Gefühle geben Empfindungen eine Bedeutung. Ohne sie wären Empfindungen nur neutrale Signale. Gefühle sind sozusagen unsere erste Verteidigungslinie und dienen dem Gehirn als automatisiertes Bewertungswerkzeug. Sie helfen, Gedanken zu gewichten und bestimmen, welche in unser Bewusstsein gelangen. Von allen Gedanken, die in einem Moment um Aufmerksamkeit konkurrieren, dringt oft derjenige ins Bewusstsein, der das größte emotionale Gewicht hat.
Die Hauptfunktion von Empfindungen, Gefühlen und Emotionen besteht darin, uns auf Handlungen vorzubereiten und uns zu einer möglichen Lösung zu führen. Wenn wir auf sie hören, können sie uns wertvolle Hinweise geben. Ignorieren wir jedoch unsere Gefühle und versuchen, uns „durchzubeißen“ und dies als mentale Härte zu deklarieren, laufen wir Gefahr, unsere eigenen Bedürfnisse und Grenzen zu übersehen. Gleichzeitig basieren viele unserer Gefühle auf Simulationen in unserem interozeptiven Netzwerk – wir fühlen oft das, was unser Gehirn denkt. Aus Sinneseindrücken und vergangenen Erfahrungen konstruiert das Gehirn Bedeutungen und bestimmt Handlungen. Wenn wir also davon überzeugt sind, dass ein Wettkampf zu einem bestimmten Zeitpunkt hart sein muss, wird er uns auch so erscheinen.
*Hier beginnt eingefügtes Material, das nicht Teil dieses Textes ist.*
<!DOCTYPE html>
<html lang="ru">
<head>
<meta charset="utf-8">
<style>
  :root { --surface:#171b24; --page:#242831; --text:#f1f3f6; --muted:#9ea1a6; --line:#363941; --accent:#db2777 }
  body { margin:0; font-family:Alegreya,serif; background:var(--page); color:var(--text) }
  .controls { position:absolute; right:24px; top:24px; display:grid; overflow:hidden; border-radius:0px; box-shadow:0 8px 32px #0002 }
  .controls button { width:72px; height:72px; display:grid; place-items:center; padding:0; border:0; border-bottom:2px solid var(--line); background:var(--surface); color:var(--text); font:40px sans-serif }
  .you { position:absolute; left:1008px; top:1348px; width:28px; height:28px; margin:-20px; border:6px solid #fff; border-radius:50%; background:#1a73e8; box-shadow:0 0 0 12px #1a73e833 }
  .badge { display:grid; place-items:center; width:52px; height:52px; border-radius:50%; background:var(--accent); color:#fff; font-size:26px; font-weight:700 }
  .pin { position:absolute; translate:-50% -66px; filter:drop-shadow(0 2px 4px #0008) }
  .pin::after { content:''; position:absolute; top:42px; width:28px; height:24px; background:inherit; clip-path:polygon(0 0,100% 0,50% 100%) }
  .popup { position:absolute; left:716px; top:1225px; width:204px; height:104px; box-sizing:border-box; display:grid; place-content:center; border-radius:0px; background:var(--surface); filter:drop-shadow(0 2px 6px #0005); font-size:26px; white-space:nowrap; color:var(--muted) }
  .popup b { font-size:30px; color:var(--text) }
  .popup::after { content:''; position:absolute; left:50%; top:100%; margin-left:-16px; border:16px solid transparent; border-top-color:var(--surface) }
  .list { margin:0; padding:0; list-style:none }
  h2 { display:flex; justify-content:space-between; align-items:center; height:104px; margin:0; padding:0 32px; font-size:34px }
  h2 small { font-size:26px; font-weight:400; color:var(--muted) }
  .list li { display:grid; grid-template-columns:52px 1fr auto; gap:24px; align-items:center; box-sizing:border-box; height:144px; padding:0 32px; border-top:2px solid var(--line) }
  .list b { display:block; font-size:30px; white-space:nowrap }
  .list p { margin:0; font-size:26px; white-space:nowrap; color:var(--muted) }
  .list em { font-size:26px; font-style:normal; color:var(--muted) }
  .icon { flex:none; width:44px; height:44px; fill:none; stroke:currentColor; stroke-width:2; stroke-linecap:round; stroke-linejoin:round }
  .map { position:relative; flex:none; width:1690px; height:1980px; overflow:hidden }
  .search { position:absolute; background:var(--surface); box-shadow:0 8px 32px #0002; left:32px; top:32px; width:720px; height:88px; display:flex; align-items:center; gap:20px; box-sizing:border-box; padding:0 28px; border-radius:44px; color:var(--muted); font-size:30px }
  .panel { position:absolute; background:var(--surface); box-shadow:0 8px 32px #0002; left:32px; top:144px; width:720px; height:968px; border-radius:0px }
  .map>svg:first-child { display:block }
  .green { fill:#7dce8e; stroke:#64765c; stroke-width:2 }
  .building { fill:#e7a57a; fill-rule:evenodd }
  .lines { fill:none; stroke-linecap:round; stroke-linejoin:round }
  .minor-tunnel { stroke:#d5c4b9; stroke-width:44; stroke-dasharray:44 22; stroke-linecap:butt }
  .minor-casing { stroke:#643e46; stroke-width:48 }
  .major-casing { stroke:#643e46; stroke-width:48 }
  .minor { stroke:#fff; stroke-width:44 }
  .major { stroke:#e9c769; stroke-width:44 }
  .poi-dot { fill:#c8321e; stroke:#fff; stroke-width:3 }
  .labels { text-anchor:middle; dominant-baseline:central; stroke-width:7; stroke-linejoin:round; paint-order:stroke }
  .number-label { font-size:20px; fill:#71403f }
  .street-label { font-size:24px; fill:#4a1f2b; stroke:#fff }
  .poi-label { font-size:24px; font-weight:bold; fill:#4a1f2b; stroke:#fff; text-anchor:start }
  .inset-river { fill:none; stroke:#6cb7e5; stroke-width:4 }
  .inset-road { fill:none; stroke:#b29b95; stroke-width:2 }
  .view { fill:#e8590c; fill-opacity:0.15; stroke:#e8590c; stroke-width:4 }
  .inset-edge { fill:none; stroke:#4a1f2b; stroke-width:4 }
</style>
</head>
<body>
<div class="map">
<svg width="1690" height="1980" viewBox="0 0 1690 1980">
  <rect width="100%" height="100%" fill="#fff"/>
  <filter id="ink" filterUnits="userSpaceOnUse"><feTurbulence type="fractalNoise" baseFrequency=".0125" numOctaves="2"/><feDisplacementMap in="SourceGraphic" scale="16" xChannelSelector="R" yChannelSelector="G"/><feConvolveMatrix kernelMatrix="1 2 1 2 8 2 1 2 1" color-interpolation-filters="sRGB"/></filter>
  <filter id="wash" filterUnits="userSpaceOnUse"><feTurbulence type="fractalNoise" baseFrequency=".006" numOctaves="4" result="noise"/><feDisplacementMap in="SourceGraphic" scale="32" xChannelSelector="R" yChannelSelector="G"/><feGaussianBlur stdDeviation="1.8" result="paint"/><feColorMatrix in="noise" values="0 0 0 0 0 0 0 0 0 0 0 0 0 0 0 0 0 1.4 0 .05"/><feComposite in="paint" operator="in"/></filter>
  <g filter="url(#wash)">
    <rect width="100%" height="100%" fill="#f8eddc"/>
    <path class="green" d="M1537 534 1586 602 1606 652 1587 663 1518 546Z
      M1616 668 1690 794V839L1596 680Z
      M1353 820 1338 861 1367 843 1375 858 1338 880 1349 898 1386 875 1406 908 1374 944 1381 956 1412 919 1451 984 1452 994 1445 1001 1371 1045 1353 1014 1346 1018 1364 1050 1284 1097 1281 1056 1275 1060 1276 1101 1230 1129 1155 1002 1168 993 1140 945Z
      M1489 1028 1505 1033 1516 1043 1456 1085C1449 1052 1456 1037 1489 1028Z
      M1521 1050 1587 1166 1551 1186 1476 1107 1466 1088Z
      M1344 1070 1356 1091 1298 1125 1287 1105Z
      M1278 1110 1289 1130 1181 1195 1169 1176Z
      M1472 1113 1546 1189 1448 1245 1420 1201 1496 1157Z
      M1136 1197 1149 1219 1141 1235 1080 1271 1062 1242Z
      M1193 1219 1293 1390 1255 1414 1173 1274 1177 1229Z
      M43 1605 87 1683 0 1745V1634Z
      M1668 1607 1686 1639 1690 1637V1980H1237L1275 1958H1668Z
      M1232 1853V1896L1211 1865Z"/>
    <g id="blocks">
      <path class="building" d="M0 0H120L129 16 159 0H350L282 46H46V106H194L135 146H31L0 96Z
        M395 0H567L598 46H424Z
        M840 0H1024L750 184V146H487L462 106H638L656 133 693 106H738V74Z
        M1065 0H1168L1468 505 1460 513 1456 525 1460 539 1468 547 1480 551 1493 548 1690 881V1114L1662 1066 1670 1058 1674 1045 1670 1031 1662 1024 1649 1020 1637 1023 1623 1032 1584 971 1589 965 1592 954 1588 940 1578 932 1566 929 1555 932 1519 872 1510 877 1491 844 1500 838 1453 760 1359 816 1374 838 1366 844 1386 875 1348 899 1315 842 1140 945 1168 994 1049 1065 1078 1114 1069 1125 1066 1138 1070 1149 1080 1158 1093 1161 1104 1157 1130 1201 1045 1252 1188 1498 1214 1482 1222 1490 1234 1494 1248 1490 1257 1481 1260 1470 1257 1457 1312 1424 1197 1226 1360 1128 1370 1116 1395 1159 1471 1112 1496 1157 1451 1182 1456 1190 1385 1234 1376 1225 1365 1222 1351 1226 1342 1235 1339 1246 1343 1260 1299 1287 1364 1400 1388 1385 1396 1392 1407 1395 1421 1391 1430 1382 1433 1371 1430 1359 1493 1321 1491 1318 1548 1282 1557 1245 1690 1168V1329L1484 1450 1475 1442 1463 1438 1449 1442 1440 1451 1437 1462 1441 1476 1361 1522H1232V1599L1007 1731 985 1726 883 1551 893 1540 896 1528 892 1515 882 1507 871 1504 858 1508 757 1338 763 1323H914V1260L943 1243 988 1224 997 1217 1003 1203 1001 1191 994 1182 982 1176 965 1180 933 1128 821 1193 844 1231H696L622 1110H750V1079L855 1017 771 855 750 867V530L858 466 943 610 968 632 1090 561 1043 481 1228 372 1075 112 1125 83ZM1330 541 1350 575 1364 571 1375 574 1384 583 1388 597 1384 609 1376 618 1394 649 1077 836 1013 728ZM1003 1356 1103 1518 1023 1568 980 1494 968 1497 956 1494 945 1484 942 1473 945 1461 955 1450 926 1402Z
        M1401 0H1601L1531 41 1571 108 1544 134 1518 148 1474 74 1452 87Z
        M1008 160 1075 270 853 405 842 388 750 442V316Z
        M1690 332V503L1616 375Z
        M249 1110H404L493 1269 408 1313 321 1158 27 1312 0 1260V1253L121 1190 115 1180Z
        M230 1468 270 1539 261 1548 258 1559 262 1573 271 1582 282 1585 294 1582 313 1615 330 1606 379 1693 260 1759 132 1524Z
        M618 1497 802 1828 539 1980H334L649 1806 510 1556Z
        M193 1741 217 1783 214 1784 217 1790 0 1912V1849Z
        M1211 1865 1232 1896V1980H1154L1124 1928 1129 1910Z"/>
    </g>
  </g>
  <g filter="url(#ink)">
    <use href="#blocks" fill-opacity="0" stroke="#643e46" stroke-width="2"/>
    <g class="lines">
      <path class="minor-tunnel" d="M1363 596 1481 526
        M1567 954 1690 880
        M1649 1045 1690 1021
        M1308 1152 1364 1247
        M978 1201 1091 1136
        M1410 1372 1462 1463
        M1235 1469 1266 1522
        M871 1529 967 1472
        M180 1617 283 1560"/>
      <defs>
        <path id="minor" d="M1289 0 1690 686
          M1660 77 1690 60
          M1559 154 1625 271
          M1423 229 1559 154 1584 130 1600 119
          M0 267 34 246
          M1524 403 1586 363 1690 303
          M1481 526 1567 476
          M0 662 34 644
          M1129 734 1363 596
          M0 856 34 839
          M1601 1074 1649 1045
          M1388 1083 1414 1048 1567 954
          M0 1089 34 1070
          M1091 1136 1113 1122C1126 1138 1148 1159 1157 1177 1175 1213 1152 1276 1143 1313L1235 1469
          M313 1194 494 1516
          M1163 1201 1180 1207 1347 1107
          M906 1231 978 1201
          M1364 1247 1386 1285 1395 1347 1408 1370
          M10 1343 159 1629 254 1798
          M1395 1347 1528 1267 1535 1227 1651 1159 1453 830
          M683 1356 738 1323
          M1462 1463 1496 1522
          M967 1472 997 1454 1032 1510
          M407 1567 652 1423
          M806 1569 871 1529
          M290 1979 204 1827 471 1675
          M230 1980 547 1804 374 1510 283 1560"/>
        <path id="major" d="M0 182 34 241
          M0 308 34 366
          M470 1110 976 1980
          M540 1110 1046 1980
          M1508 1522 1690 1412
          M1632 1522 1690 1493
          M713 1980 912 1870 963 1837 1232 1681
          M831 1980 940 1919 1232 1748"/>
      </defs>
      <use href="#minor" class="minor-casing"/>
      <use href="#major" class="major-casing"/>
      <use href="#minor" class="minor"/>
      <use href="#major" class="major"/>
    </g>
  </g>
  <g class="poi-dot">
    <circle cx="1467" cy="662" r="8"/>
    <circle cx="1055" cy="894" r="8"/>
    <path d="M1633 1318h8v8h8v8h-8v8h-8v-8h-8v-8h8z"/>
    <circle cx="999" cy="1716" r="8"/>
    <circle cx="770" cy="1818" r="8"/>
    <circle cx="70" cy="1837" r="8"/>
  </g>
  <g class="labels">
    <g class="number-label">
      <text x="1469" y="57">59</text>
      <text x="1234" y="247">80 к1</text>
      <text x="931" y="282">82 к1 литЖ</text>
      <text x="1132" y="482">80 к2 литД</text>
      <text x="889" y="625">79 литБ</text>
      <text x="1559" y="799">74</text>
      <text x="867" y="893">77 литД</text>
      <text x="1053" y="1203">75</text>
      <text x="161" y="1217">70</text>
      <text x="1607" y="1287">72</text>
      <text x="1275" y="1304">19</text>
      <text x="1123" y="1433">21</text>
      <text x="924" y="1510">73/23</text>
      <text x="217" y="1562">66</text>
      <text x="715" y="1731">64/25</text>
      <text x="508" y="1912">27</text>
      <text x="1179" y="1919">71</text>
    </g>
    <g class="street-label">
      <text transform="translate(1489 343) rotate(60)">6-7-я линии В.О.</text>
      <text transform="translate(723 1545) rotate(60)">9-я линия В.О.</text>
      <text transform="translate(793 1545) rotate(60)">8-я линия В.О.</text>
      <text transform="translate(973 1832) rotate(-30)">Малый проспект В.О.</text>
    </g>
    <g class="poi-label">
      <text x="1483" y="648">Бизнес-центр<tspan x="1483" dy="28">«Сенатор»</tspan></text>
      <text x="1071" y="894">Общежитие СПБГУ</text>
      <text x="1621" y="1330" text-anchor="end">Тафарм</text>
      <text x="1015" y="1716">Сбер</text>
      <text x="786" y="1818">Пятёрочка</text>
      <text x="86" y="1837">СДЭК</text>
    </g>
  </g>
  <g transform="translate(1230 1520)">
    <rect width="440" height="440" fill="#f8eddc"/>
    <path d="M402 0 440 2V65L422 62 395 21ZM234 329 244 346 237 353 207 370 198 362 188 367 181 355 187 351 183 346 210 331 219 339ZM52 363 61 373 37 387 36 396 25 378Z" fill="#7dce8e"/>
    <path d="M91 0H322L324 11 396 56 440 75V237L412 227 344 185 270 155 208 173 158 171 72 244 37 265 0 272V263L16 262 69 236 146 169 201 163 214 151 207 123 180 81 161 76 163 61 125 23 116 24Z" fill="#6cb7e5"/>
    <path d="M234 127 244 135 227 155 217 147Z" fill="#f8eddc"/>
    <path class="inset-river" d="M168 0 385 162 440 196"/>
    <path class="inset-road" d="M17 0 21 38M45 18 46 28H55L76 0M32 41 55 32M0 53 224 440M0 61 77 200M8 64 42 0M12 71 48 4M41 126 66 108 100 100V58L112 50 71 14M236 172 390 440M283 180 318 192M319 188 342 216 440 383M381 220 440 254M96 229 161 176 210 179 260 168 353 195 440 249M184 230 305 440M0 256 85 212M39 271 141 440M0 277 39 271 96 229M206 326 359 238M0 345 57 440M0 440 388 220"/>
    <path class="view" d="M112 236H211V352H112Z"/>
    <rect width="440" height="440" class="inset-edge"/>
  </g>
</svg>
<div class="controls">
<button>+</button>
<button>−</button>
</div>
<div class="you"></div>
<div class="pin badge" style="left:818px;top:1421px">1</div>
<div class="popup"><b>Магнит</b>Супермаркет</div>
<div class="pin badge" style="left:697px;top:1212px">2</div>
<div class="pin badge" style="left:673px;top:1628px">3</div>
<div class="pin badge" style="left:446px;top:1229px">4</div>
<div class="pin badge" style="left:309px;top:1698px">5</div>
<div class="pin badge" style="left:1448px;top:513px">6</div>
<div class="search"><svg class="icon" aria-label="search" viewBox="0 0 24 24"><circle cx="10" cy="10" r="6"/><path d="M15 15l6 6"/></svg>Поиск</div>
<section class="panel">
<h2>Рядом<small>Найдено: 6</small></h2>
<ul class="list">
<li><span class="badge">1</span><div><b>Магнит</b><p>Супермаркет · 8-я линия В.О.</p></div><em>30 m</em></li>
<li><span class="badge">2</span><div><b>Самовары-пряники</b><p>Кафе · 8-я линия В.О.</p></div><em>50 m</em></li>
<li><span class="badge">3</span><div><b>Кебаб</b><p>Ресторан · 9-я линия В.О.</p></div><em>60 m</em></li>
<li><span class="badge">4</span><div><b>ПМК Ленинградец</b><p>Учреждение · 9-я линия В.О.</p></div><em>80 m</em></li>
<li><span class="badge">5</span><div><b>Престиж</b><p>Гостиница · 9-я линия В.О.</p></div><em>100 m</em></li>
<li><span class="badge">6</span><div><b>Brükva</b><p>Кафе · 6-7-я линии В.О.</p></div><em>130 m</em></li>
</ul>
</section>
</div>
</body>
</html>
Gefühle wurden entwickelt, um Urteile über den eigenen Zustand und die Umwelt zu fällen. Das Problem: Die Evolution hat unsere Gefühle in einem Umfeld geprägt, das mit dem heutigen Leistungssport nichts zu tun hat. Wenn uns Gefühle gut erscheinen, uns aber zu unklugen Entscheidungen führen, sind es sogenannte „falsche“ Gefühle, wie zum Beispiel übertriebener Ehrgeiz im Sport. Außerdem sind unsere Gefühle nicht dazu da, die Realität genau abzubilden – sie wurden entwickelt, um nüchtern gesagt unsere Gene an die nächste Generation weiterzugeben. Auch wenn das bedeutet, uns in die Irre zu führen.
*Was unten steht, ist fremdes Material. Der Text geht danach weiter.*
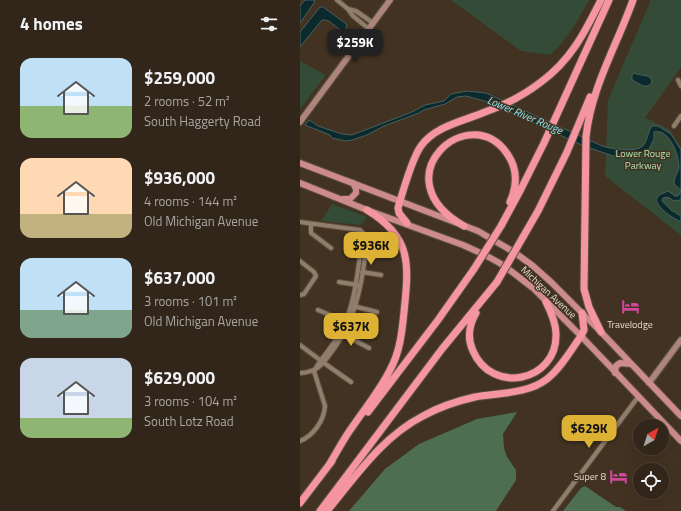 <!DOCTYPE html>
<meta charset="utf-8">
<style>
body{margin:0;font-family:"Titillium Web",sans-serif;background:#3d3227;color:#f1f3f6;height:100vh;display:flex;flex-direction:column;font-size:15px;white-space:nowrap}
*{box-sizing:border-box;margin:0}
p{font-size:13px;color:#a8a5a2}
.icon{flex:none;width:22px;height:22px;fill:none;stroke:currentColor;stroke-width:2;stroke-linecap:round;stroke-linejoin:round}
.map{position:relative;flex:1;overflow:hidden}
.details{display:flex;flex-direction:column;background:#32261a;width:300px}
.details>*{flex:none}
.needle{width:26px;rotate:39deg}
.fabs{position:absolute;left:333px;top:419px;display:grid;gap:8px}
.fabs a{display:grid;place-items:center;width:36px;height:36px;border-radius:50%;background:#32261a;box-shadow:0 4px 16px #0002,0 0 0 1px #4d4339;font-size:20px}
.price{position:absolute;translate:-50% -34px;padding:0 9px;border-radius:8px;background:#ddb133;color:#111;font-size:13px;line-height:26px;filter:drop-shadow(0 1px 2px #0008)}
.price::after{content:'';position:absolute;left:50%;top:24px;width:12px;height:9px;margin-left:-6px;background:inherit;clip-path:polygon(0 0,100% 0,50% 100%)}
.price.selected{background:#222;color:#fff}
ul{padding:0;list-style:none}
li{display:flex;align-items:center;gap:12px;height:100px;padding:0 20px}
li span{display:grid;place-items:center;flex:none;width:112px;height:80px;border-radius:12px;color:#555}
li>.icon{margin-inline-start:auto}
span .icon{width:48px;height:48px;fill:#fffc;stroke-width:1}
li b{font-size:17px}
h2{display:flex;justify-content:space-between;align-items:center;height:48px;padding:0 20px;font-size:17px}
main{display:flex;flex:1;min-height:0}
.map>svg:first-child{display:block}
</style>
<main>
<section class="details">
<h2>4 homes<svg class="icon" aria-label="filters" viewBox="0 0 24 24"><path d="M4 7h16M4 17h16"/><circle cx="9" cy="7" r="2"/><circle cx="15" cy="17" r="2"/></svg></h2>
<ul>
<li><span style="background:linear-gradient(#bfe0f5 60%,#8fb573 0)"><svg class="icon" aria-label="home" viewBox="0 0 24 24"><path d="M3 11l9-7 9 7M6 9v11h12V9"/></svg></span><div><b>$259,000</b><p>2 rooms · 52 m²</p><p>South Haggerty Road</p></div></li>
<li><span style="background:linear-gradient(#ffd9b3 70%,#c2b280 0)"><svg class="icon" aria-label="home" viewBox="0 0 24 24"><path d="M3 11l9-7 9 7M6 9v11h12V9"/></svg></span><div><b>$936,000</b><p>4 rooms · 144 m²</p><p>Old Michigan Avenue</p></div></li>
<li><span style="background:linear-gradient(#bfe0f5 65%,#7fa58c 0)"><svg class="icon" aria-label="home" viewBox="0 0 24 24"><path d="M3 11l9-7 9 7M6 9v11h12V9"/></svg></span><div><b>$637,000</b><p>3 rooms · 101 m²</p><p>Old Michigan Avenue</p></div></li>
<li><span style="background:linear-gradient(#c9d6e8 75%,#8fb573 0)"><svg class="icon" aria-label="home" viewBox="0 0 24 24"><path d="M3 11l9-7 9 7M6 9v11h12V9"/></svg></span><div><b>$629,000</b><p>3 rooms · 104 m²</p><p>South Lotz Road</p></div></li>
</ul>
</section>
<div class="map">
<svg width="381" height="511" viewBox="0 0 381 511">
<rect width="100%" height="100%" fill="#423222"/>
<path fill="#344b37" d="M151,0H289C278,20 267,40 250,55L221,51Z
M351,0H381V67L345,118L369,129L381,148V235L305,176L308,100Z
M0,61L26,75L0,109Z
M32,204L67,217L61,225L21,221Z"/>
<path fill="#4d6e51" d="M217,412L203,434L204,448L207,457L216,470V480L196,511H49L85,469L119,444L177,419Z
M285,486L316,507H320L326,511H263L281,488Z"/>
<path fill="#0b2a2d" stroke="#4c5f5e" d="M5,0H15L14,3L0,23V6Z
M20,7H23L45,23L47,25L46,28L43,31C35,28 31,19 22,20L0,47V32Z
M334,73C340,76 346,74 351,78L352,83L348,86H343L332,80V75Z
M167,91L186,93L302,146C311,149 336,153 343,146C347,142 348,131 352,126H358L371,134L381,150V200L374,201L368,197L363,198L362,201L371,210L381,216V221H379C370,216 360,210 356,200L359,195L368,191L375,196H378L380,193L381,190L374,184C374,175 379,173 379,166C379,155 369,128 354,132V139L349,149L347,151L336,155L313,156L284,146L188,102L166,96L157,97L145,104L124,110L119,113L84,126L67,135L52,140L46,141L32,138L30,135L5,125L9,120L18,126L42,134L52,135L112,112L125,105L144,101L151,94Z"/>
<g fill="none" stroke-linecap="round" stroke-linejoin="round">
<defs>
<path id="street" d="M37,0L48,9
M69,29L53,16L48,9L56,11L73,23
M378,80L381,86
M374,126L381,116
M0,222L60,230L66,236L67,240C64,268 60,297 49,323C45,333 39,341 33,350C23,364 18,372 0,373
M11,224V233L31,248
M0,261L14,272L16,276L4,294L0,295
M62,272L81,275
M39,282L58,285
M53,306L77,312
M18,310L47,322
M43,334L69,348
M0,345L24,363L51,382
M0,441C13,436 24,421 25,406L14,371C22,357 33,346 40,333C56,306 58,265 63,235L62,232
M253,511L338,397"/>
<path id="secondary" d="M0,122L90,0
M349,383L381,340"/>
<path id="primary" d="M0,163L178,231L214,252L233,266L252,283L301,332L381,416
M0,183L67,210L163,245L185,255L203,265L233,288L281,336L381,441
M43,199H50L56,193V189L53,183
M315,373L316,366L320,363L331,364"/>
<path id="highway" d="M107,223L99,213L98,208C102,194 113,157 121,146C135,126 164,121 185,112C205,105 224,95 241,82C271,60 285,32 301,0
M164,226C79,178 170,97 208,155C218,170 217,186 210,202
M201,226L221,189L244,143L309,0
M223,237L238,211L267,152L290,97
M176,313C169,325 167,338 173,351C192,395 257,382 256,334C256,323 251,312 246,302
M301,332L289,307L284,289L286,137C291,88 317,45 333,0
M68,412L138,320L174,269
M29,465C37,452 44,438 53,426C66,407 80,390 90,370C100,352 102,332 104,312C109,264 112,237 67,210
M0,503L32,461
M20,511L142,349L197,282
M27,511C56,476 82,437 123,416C139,407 157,401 175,397C198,393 228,394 247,379C261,368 271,350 281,336L284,330L282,313"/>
</defs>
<use href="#street" stroke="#5d5041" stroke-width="6"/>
<use href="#secondary" stroke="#5d5041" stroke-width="8"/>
<use href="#primary" stroke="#5d5041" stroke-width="8"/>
<use href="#highway" stroke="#5d5041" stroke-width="9"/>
<use href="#street" stroke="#907e6b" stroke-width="4"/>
<use href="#secondary" stroke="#ae857b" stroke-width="5.5"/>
<use href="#primary" stroke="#cd8c8b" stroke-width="6"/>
<use href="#highway" stroke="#f595a0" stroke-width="7"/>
<defs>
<path id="highway-bridge" d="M174,269L201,226
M197,282L223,237"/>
</defs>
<use href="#highway-bridge" stroke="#5d5041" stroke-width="9" stroke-linecap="butt"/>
<use href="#highway-bridge" stroke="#f595a0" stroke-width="7"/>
</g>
<defs>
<symbol id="hotel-bare" viewBox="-9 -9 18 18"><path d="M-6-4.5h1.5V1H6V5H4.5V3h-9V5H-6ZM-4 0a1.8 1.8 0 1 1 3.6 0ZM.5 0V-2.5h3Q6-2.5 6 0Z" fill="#d1479c" stroke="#423222" stroke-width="2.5" paint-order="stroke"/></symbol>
</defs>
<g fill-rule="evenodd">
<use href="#hotel-bare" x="318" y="294" width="25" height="25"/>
<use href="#hotel-bare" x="306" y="464" width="25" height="25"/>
</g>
<g text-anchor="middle" stroke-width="3" stroke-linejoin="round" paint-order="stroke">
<g font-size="10" fill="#ade5b2" stroke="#423222">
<text x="343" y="157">Lower Rouge<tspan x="343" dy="12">Parkway</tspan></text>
</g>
<g font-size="10" fill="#e4dad0" stroke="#423222">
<text transform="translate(249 292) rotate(43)" y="4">Michigan Avenue</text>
</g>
<g font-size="10" fill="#e4dad0" stroke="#423222">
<text x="330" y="328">Travelodge</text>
<text x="306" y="480" text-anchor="end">Super 8</text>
</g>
<g font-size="11" font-style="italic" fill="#86e4ef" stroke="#423222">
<text transform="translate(225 115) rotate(23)" y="4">Lower River Rouge</text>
</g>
</g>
</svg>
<div class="fabs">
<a><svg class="needle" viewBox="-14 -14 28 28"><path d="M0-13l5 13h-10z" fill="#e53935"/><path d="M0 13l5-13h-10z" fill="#a8a5a2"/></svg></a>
<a><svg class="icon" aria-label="locate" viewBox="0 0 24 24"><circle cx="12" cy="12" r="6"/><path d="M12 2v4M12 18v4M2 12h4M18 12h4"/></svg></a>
</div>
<b class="price selected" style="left:55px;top:63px">$259K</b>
<b class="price" style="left:71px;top:266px">$936K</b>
<b class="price" style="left:51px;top:347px">$637K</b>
<b class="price" style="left:289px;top:449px">$629K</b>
</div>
</main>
Im Leistungssport bringen wir Körper und Geist an ihre Grenzen. Auch wenn dies in einem kontrollierten Rahmen geschieht, interpretiert unser Gehirn dies oft als lebensbedrohliche Situation und versucht, uns zu stoppen. Deshalb sind unangenehme Gefühle im Sport normal und unvermeidlich – die Kunst besteht darin, wirkungsvoll damit umzugehen und die notwendigen Fähigkeiten dafür zu entwickeln.